Não pretendendo rivalizar com a erudição egiptológica do autor,gostaria que revisse as suas fontes. A data que conheço como atribuida para a morte de Hipácia é 415. Sendo assim,nessa altura já o Serapeum,"campus" de ensino neo-platónico,investigação,e albergando a tal "biblioteca filha" tinha sido destruido por iniciativa do bispo Teófilo em 391.Mas mesmo nessa altura,os livros já teriam desaparecido(talvez levados para Constantinopla) pois Ammianus Marcelinus,que escreve em 378 já refere a ausência dos livros. E repito que não parece haver fonte segura para apresentar Hipácia como "bibliotecária".Matemática,astrónoma,neo-platónica,tudo bem,mas bibliotecária? Quanto à morte da ilustre senhora,as primeiras fontes conhecidas mencionam a sua eventual participação em intrigas entre o prefeito Orestes e o bispo como causa da ira popular. No século XIX e seguintes ter-se-á romanceado a história. E acrescentaria que o "triunfo do Cristianismo" não foi instantâneo,longe disso,o ensino do neo-platonismo só foi totalmente extinto já por Justiniano. E depois do Imperador Teodósio ainda veio o Julião o Apóstata,etc. Mas como não estamos a dissertar em Academia,fico-me por aqui,pronto a ser mais esclarecido pelo egiptólogo autor deste singular blogue.

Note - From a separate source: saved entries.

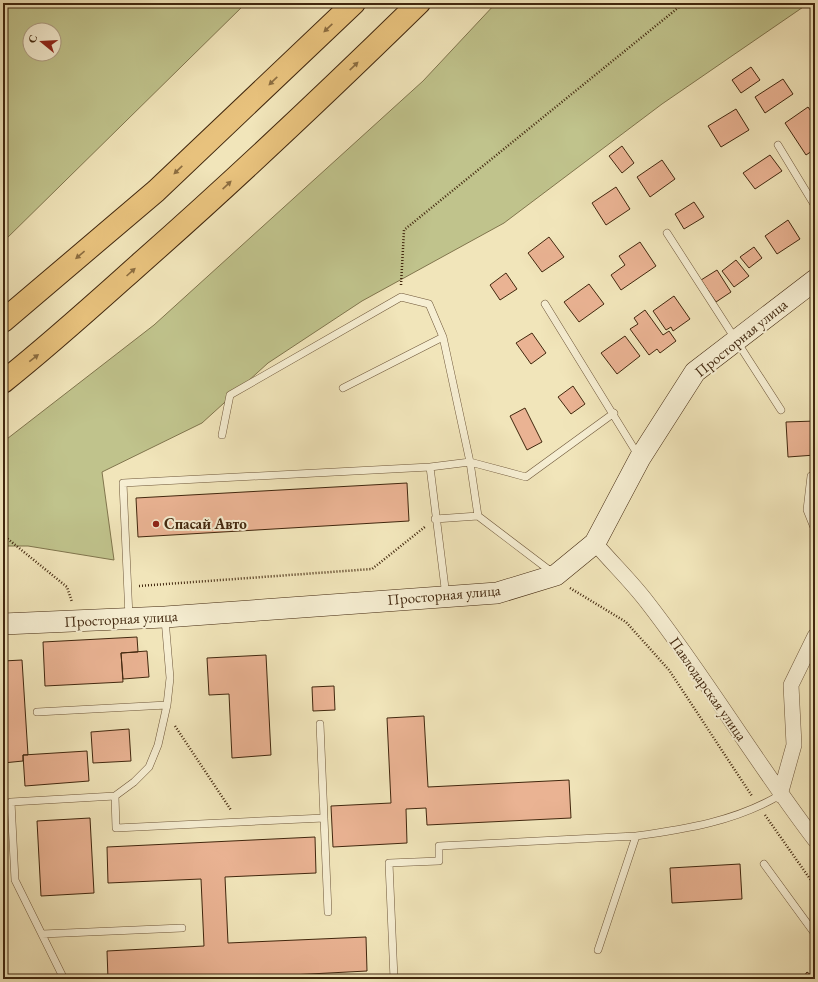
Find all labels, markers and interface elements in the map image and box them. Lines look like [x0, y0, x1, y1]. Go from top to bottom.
north arrow [22, 22, 62, 62]
one-way arrow [323, 24, 333, 33]
text: С [25, 33, 40, 45]
one-way arrow [349, 61, 359, 71]
one-way arrow [268, 76, 278, 85]
one-way arrow [174, 165, 183, 174]
one-way arrow [222, 180, 233, 189]
one-way arrow [75, 251, 86, 260]
one-way arrow [126, 267, 136, 276]
street label: Просторная улица [691, 294, 791, 381]
one-way arrow [28, 353, 39, 362]
place label: Спасай Авто [164, 514, 247, 533]
marker: Спасай Авто [151, 519, 161, 529]
street label: Просторная улица [387, 580, 501, 609]
street label: Просторная улица [64, 606, 178, 631]
street label: Павлодарская улица [665, 633, 751, 745]

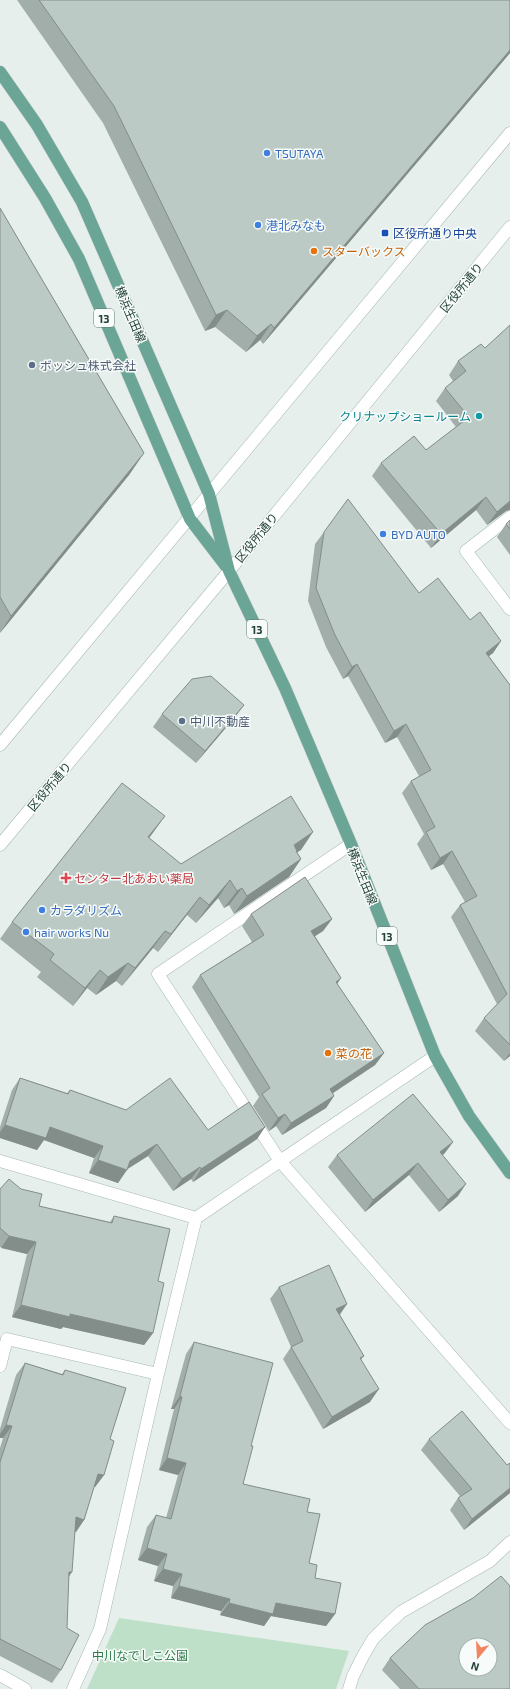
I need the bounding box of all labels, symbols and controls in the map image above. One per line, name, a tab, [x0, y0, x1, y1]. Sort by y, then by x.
place label: TSUTAYA	[275, 146, 324, 160]
marker: TSUTAYA	[262, 148, 272, 158]
place label: 港北みなも	[266, 218, 326, 232]
marker: 港北みなも	[253, 220, 263, 230]
place label: 区役所通り中央	[393, 226, 477, 240]
marker: 区役所通り中央	[380, 228, 390, 238]
place label: スターバックス	[322, 244, 406, 258]
marker: スターバックス	[309, 246, 319, 256]
street label: 区役所通り	[437, 259, 485, 315]
street label: 横浜生田線	[113, 284, 149, 344]
road number: 13	[94, 309, 114, 327]
place label: ボッシュ株式会社	[40, 358, 136, 372]
marker: ボッシュ株式会社	[27, 360, 37, 370]
place label: クリナップショールーム	[339, 409, 471, 423]
marker: クリナップショールーム	[474, 411, 484, 421]
street label: 区役所通り	[232, 509, 280, 565]
place label: BYD AUTO	[391, 527, 446, 541]
marker: BYD AUTO	[378, 529, 388, 539]
road number: 13	[247, 620, 267, 638]
place label: 中川不動産	[190, 714, 250, 728]
marker: 中川不動産	[177, 716, 187, 726]
street label: 区役所通り	[24, 759, 74, 813]
street label: 横浜生田線	[345, 846, 381, 906]
place label: センター北あおい薬局	[74, 871, 194, 885]
marker: センター北あおい薬局	[61, 873, 71, 883]
place label: カラダリズム	[50, 903, 122, 917]
marker: カラダリズム	[37, 905, 47, 915]
place label: hair works Nu	[34, 925, 109, 939]
marker: hair works Nu	[21, 927, 31, 937]
road number: 13	[377, 927, 397, 945]
place label: 菜の花	[336, 1046, 372, 1060]
marker: 菜の花	[323, 1048, 333, 1058]
north arrow	[458, 1637, 498, 1677]
park label: 中川なでしこ公園	[92, 1648, 188, 1662]
text: N	[469, 1660, 481, 1674]

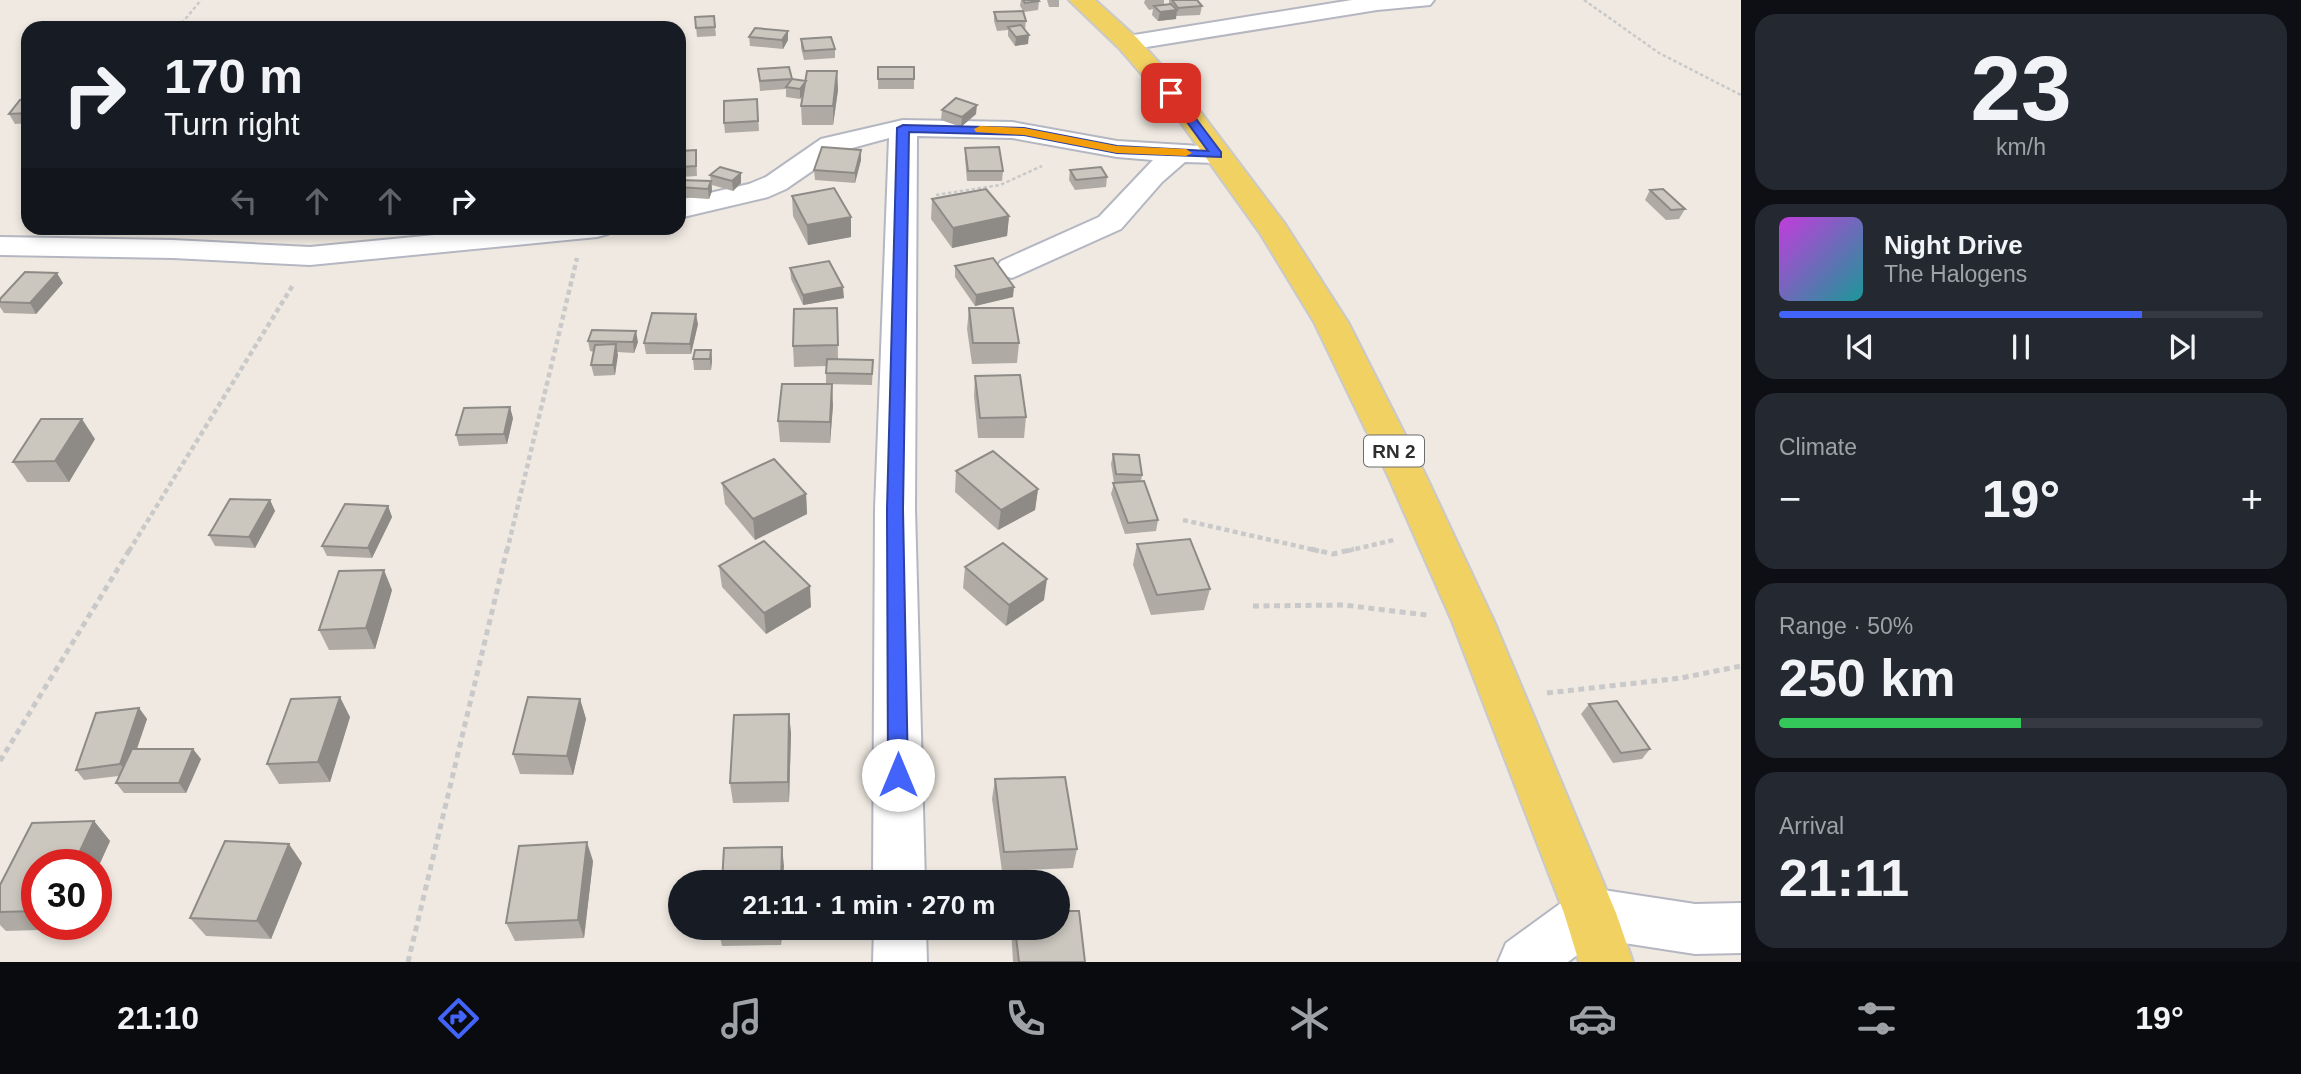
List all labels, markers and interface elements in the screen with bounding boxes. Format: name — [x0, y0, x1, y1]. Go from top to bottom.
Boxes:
text: 23 — [1970, 38, 2072, 139]
icon: right — [49, 49, 140, 140]
text: 170 m — [164, 49, 303, 103]
pin — [1141, 63, 1201, 123]
icon: arrive — [1152, 74, 1190, 112]
text: Turn right — [164, 106, 300, 142]
text: km/h — [1996, 134, 2046, 160]
icon: left — [225, 182, 263, 220]
icon: ahead — [298, 182, 336, 220]
icon: ahead — [371, 182, 409, 220]
icon: right — [444, 182, 482, 220]
text: Night Drive — [1884, 230, 2023, 260]
text: The Halogens — [1884, 261, 2027, 287]
icon: previous — [1841, 328, 1879, 366]
icon: pause — [2002, 328, 2040, 366]
icon: next — [2163, 328, 2201, 366]
text: Climate — [1779, 434, 1857, 460]
road number: RN 2 — [1364, 436, 1424, 466]
text: 19° — [1982, 470, 2060, 528]
text: − — [1779, 478, 1801, 520]
text: + — [2241, 478, 2263, 520]
text: Range · 50% — [1779, 613, 1913, 639]
text: 250 km — [1779, 649, 1955, 707]
position arrow — [861, 738, 935, 812]
text: Arrival — [1779, 813, 1844, 839]
speed limit sign: 30 — [21, 849, 112, 940]
text: 21:11 — [1779, 849, 1909, 907]
text: 21:11 · 1 min · 270 m — [743, 890, 995, 920]
icon: directions — [434, 994, 483, 1043]
icon: music — [717, 994, 766, 1043]
icon: phone — [1001, 994, 1050, 1043]
icon: climate — [1285, 994, 1334, 1043]
icon: car — [1568, 994, 1617, 1043]
icon: filters — [1852, 994, 1901, 1043]
text: 21:10 — [117, 1000, 199, 1036]
text: 19° — [2135, 1000, 2184, 1036]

Blogue de Júlio de Magalhães disse...

PARA O ANÓNIMO DAS 2:14:

Para a história da Biblioteca um dos livros mais consultados é "Vie et destin de l'ancienne Bibliothèque d'Alexandrie", do prof. Mostafa El-Abbadi, catedrático da Universidade de Alexandria, ainda vivo e que tive o prazer de conhecer pessoalmente.

O Serapeum e a Biblioteca Filha foram destruídos em 391 pelo patriarca Teófilo (385-412) e seus sequazes.

É costume considerar-se Hipácia como a última "bibliotecária", embora Théon, seu pai e bibliotecário, tivesse sobrevivido à destruição do Serapeum, segundo algumas fontes.

Há quem aponte a morte de Hipácia como tendo ocorrido nessa data. Outros preferem 415, como Michael Deakin no seu livro "Hypatia of Alexandria", quando o Patriarca era já Cirilo.

Esta matéria é do maior interesse e penso, quando tiver tempo, publicar sobre ela alguns textos.